- [Goal of the exercise]: Write out every entry once more, character for character.

-- Data for this task follows --

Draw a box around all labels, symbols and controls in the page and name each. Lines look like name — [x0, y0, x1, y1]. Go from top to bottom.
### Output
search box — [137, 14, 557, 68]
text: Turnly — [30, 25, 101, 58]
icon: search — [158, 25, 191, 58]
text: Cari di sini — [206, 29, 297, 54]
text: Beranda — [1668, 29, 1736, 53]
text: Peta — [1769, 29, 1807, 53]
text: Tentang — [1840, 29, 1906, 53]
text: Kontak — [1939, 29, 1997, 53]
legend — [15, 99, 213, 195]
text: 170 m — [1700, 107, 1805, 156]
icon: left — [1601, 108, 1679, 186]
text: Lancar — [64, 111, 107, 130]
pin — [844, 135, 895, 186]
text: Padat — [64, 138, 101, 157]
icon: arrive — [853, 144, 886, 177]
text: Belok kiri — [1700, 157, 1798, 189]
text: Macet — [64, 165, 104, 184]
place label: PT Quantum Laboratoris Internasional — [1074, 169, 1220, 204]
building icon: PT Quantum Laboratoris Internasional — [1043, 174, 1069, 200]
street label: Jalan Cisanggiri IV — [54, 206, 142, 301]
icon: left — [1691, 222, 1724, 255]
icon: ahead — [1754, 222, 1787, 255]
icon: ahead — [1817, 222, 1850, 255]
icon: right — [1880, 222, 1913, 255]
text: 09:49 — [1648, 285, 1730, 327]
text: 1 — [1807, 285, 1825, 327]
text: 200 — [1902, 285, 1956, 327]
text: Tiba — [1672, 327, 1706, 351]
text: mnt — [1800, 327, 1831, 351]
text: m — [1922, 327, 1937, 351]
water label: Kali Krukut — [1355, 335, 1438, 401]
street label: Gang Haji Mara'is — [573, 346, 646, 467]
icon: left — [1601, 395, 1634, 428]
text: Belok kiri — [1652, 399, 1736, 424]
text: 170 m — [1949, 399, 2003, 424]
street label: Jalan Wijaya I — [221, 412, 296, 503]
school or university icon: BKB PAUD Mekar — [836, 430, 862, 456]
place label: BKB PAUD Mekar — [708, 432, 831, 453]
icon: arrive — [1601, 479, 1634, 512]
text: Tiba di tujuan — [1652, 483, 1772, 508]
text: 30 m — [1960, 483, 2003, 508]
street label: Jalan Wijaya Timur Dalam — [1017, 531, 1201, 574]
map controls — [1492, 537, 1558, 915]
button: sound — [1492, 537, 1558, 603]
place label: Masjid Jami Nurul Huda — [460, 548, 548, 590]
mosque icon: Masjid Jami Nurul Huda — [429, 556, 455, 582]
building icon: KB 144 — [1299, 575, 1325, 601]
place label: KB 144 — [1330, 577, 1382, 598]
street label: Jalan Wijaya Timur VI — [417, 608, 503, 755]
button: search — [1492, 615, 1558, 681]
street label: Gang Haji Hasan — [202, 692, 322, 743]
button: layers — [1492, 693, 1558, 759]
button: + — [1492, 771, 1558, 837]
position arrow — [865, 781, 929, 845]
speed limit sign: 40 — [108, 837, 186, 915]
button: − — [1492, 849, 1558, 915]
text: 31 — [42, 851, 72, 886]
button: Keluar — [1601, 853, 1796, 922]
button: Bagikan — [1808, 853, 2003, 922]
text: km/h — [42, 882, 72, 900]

-- Data for this task concluded --

- [Answer box]:
Draw a box around all labels, symbols and controls in the page and name each. Lines look like name — [x0, y0, x1, y1]. Go from top to bottom.
### Output
search box — [137, 14, 557, 68]
text: Turnly — [30, 25, 101, 58]
icon: search — [158, 25, 191, 58]
text: Cari di sini — [206, 29, 297, 54]
text: Beranda — [1668, 29, 1736, 53]
text: Peta — [1769, 29, 1807, 53]
text: Tentang — [1840, 29, 1906, 53]
text: Kontak — [1939, 29, 1997, 53]
legend — [15, 99, 213, 195]
text: 170 m — [1700, 107, 1805, 156]
icon: left — [1601, 108, 1679, 186]
text: Lancar — [64, 111, 107, 130]
pin — [844, 135, 895, 186]
text: Padat — [64, 138, 101, 157]
icon: arrive — [853, 144, 886, 177]
text: Belok kiri — [1700, 157, 1798, 189]
text: Macet — [64, 165, 104, 184]
place label: PT Quantum Laboratoris Internasional — [1074, 169, 1220, 204]
building icon: PT Quantum Laboratoris Internasional — [1043, 174, 1069, 200]
street label: Jalan Cisanggiri IV — [54, 206, 142, 301]
icon: left — [1691, 222, 1724, 255]
icon: ahead — [1754, 222, 1787, 255]
icon: ahead — [1817, 222, 1850, 255]
icon: right — [1880, 222, 1913, 255]
text: 09:49 — [1648, 285, 1730, 327]
text: 1 — [1807, 285, 1825, 327]
text: 200 — [1902, 285, 1956, 327]
text: Tiba — [1672, 327, 1706, 351]
text: mnt — [1800, 327, 1831, 351]
text: m — [1922, 327, 1937, 351]
water label: Kali Krukut — [1355, 335, 1438, 401]
street label: Gang Haji Mara'is — [573, 346, 646, 467]
icon: left — [1601, 395, 1634, 428]
text: Belok kiri — [1652, 399, 1736, 424]
text: 170 m — [1949, 399, 2003, 424]
street label: Jalan Wijaya I — [221, 412, 296, 503]
school or university icon: BKB PAUD Mekar — [836, 430, 862, 456]
place label: BKB PAUD Mekar — [708, 432, 831, 453]
icon: arrive — [1601, 479, 1634, 512]
text: Tiba di tujuan — [1652, 483, 1772, 508]
text: 30 m — [1960, 483, 2003, 508]
street label: Jalan Wijaya Timur Dalam — [1017, 531, 1201, 574]
map controls — [1492, 537, 1558, 915]
button: sound — [1492, 537, 1558, 603]
place label: Masjid Jami Nurul Huda — [460, 548, 548, 590]
mosque icon: Masjid Jami Nurul Huda — [429, 556, 455, 582]
building icon: KB 144 — [1299, 575, 1325, 601]
place label: KB 144 — [1330, 577, 1382, 598]
street label: Jalan Wijaya Timur VI — [417, 608, 503, 755]
button: search — [1492, 615, 1558, 681]
street label: Gang Haji Hasan — [202, 692, 322, 743]
button: layers — [1492, 693, 1558, 759]
button: + — [1492, 771, 1558, 837]
position arrow — [865, 781, 929, 845]
speed limit sign: 40 — [108, 837, 186, 915]
button: − — [1492, 849, 1558, 915]
text: 31 — [42, 851, 72, 886]
button: Keluar — [1601, 853, 1796, 922]
button: Bagikan — [1808, 853, 2003, 922]
text: km/h — [42, 882, 72, 900]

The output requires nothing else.